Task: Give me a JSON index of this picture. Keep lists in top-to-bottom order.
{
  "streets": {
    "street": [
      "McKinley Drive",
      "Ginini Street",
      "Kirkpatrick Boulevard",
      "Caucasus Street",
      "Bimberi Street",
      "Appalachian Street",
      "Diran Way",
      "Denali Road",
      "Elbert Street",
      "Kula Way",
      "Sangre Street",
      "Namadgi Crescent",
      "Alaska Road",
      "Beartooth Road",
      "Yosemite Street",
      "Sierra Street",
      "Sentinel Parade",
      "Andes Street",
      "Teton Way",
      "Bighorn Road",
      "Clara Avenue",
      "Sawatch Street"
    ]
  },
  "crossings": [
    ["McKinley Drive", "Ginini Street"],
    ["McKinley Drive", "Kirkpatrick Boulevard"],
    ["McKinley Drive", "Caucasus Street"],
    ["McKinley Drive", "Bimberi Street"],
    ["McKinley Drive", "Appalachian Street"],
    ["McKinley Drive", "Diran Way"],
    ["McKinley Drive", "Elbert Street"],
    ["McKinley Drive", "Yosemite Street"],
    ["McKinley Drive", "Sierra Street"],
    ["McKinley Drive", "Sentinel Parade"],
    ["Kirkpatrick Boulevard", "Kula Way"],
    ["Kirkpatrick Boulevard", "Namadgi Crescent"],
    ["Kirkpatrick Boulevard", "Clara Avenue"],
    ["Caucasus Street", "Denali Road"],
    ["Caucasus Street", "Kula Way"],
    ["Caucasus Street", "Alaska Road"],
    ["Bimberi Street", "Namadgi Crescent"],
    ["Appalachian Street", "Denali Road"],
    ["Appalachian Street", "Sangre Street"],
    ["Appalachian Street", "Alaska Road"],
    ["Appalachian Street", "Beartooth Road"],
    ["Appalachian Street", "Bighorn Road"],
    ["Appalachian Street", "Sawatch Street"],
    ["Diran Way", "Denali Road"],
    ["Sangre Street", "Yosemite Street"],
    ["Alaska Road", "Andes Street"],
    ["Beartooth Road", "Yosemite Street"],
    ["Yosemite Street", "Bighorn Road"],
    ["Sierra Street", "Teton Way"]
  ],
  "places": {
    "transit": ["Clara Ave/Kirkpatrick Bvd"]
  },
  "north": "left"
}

★ ★ ★ ★ ★

Aim of the exercise — An exact copy of every record is needed.

Output for this task —
Task: Give me a JSON index of this picture. Keep lists in top-to-bottom order.
{
  "streets": {
    "street": [
      "McKinley Drive",
      "Ginini Street",
      "Kirkpatrick Boulevard",
      "Caucasus Street",
      "Bimberi Street",
      "Appalachian Street",
      "Diran Way",
      "Denali Road",
      "Elbert Street",
      "Kula Way",
      "Sangre Street",
      "Namadgi Crescent",
      "Alaska Road",
      "Beartooth Road",
      "Yosemite Street",
      "Sierra Street",
      "Sentinel Parade",
      "Andes Street",
      "Teton Way",
      "Bighorn Road",
      "Clara Avenue",
      "Sawatch Street"
    ]
  },
  "crossings": [
    ["McKinley Drive", "Ginini Street"],
    ["McKinley Drive", "Kirkpatrick Boulevard"],
    ["McKinley Drive", "Caucasus Street"],
    ["McKinley Drive", "Bimberi Street"],
    ["McKinley Drive", "Appalachian Street"],
    ["McKinley Drive", "Diran Way"],
    ["McKinley Drive", "Elbert Street"],
    ["McKinley Drive", "Yosemite Street"],
    ["McKinley Drive", "Sierra Street"],
    ["McKinley Drive", "Sentinel Parade"],
    ["Kirkpatrick Boulevard", "Kula Way"],
    ["Kirkpatrick Boulevard", "Namadgi Crescent"],
    ["Kirkpatrick Boulevard", "Clara Avenue"],
    ["Caucasus Street", "Denali Road"],
    ["Caucasus Street", "Kula Way"],
    ["Caucasus Street", "Alaska Road"],
    ["Bimberi Street", "Namadgi Crescent"],
    ["Appalachian Street", "Denali Road"],
    ["Appalachian Street", "Sangre Street"],
    ["Appalachian Street", "Alaska Road"],
    ["Appalachian Street", "Beartooth Road"],
    ["Appalachian Street", "Bighorn Road"],
    ["Appalachian Street", "Sawatch Street"],
    ["Diran Way", "Denali Road"],
    ["Sangre Street", "Yosemite Street"],
    ["Alaska Road", "Andes Street"],
    ["Beartooth Road", "Yosemite Street"],
    ["Yosemite Street", "Bighorn Road"],
    ["Sierra Street", "Teton Way"]
  ],
  "places": {
    "transit": ["Clara Ave/Kirkpatrick Bvd"]
  },
  "north": "left"
}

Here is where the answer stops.